It is a misconception that the only people who have pollution exposures are those involved with hazardous substances. Unfortunately, this is not the case. In truth, anybody who works with, or can be held responsible for, the release of a substance into the environment that meets the definition of a “pollutant” in the ISO exclusion has a pollution exposure.
Trade Contractors are in a uniquely challenging position. While their responsibilities are often narrowly defined in the scope of services, they are usually one part of a multi‐part process. This means that any claims that arise from a site may be brought against any or all of the contractors who performed operations at the location. And if the claim alleges something that is excluded by the contractor’s CGL policy, defense may not be provided.
Specific job site exposures that different types of trades have:
- Disturbing or exacerbating existing pollutants: Many contractors move earth, excavate, demolish, or otherwise alter existing features of a property. If any of those contain hazardous substances (petroleum contaminated soil, asbestos containing building materials, etc.), the contractor can be held responsible even though he was never advised that he would be.
- Contamination caused by materials the contractor brings to the site, such as paints, cleaning solvents, fuels, lubricants, etc.
- Contamination caused by operations, such as cutting through a gas line, installing flashing around window incorrectly, installing piping improperly, failing to solder joints, roofing leaks, erosion at site causing offsite contamination, etc.
- Contamination for which the contractor is held responsible, such as operations of a subcontractor to the trade contractor and actions of a party delivering materials to the site for the contractor.
- In addition to job site exposures, Trade Contractors also have exposures at the premises they own. This property, where they store their equipment and supplies, is often the single largest equity investment they have. Pollution at that location could reduce its value tremendously, effectively wiping out the equity built up by the owners.
- The final exposure area to note is Over the Road Pollution. This is the exposure that vehicles have going from owned premises to job sites. The upset and overturn of a vehicle can cause significant contamination, even if only from small amounts of fuels or solvents they use in their everyday work.
There are coverages available to address all of these exposures:
Contractors Pollution Liability
Designed to protect the Insured for claims stemming from pollution conditions at, on, or emanating from a job site arising where they are performing their operations.
Premises Pollution Liability
Coverage designed to protect against losses arising from the scheduled premises, which in this case would be the contractor’s owned properties.
Over the Road Pollution is of course, coverage for pollution events during transit.

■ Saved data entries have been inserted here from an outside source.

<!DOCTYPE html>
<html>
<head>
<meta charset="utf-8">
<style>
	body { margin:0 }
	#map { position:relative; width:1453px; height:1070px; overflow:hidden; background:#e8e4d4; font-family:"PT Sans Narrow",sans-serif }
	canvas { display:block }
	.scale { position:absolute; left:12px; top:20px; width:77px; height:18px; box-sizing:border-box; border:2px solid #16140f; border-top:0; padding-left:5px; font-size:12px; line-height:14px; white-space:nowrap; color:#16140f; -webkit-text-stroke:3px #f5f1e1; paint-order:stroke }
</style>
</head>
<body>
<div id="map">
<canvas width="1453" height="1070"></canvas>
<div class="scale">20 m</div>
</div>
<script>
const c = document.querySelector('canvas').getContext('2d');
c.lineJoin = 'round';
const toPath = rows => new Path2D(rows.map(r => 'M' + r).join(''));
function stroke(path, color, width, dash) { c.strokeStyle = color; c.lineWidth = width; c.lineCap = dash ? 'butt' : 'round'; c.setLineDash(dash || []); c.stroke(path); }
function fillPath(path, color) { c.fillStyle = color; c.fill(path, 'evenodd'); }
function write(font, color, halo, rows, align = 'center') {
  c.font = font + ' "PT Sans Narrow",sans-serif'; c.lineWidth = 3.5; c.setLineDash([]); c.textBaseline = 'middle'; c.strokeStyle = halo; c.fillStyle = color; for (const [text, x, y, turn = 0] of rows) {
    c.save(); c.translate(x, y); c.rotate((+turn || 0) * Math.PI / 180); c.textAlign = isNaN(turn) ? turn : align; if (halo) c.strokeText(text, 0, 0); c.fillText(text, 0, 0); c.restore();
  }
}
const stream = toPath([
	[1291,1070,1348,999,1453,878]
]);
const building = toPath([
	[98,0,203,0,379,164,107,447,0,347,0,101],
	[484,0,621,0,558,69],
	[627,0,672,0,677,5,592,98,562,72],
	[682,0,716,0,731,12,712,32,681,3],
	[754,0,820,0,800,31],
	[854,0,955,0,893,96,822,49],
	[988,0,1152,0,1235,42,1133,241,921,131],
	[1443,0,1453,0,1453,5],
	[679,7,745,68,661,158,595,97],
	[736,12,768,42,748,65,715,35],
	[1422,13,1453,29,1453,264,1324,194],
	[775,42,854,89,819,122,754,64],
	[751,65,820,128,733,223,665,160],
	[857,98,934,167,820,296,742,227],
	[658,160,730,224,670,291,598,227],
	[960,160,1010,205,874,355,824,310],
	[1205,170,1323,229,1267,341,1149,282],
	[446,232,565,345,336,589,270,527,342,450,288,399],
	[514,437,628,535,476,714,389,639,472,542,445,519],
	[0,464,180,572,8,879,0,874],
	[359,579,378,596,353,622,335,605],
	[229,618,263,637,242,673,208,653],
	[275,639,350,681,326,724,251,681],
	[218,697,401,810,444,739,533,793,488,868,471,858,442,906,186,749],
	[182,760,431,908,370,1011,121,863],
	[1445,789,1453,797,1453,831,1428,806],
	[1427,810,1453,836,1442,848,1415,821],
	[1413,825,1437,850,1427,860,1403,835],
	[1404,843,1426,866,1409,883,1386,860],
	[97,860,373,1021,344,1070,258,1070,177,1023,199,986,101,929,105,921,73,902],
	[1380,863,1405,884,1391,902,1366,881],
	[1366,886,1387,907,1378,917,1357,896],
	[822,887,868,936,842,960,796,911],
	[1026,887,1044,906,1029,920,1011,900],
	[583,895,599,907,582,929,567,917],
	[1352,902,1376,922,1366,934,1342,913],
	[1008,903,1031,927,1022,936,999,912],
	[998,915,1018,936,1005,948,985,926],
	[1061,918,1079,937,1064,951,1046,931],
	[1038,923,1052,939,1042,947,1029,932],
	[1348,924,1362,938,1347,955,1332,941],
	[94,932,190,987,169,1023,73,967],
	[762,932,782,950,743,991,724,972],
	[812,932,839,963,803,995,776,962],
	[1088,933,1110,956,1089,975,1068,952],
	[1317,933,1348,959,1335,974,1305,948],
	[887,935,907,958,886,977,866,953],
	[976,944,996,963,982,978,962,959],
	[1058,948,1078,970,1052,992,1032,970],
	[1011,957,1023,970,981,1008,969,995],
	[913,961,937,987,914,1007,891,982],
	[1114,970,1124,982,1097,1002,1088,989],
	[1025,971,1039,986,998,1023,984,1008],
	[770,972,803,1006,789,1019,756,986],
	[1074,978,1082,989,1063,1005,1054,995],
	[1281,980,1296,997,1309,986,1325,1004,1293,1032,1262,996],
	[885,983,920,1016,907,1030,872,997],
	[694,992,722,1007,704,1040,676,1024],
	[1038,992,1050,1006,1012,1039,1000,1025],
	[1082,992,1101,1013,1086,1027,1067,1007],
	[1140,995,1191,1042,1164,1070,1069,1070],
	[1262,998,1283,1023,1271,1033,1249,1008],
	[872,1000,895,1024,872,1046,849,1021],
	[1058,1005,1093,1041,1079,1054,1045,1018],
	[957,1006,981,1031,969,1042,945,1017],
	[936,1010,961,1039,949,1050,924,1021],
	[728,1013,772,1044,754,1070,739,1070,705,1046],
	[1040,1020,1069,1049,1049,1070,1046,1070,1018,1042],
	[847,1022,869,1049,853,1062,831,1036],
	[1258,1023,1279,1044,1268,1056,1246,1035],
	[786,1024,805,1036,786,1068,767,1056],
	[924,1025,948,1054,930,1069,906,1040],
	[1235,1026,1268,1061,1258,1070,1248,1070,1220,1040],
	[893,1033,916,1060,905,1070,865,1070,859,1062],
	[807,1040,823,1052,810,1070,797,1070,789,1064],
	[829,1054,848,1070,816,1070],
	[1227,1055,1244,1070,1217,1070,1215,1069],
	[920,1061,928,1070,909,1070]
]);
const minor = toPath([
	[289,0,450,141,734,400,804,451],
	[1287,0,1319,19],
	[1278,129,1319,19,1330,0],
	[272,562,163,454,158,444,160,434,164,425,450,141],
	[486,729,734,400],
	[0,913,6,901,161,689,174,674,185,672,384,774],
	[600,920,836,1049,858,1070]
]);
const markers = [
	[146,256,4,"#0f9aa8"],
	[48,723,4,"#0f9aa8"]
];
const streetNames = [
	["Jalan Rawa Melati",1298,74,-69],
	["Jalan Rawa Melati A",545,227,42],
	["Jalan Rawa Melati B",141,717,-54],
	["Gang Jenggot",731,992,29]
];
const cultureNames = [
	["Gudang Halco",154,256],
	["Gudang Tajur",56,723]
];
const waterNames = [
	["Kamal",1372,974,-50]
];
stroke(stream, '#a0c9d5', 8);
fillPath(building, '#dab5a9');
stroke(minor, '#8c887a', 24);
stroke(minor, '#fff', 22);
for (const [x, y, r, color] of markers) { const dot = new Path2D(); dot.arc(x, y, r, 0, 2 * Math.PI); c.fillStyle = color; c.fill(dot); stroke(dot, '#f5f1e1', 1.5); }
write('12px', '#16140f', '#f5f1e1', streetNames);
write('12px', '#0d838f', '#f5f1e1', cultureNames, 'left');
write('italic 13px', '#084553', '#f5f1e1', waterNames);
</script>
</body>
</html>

All of these coverages are available for most trade contractors, and they are all affordable. Many can be purchased together in packages, or separately depending on the needs of the particular Insured. For the trade contractor faced with many exposures that are effectively out of their control, consideration of this type of coverage is very important. In the current softening market, enhancing your clients’ coverage can be done for little additional premium and will help secure your relationship going into the future.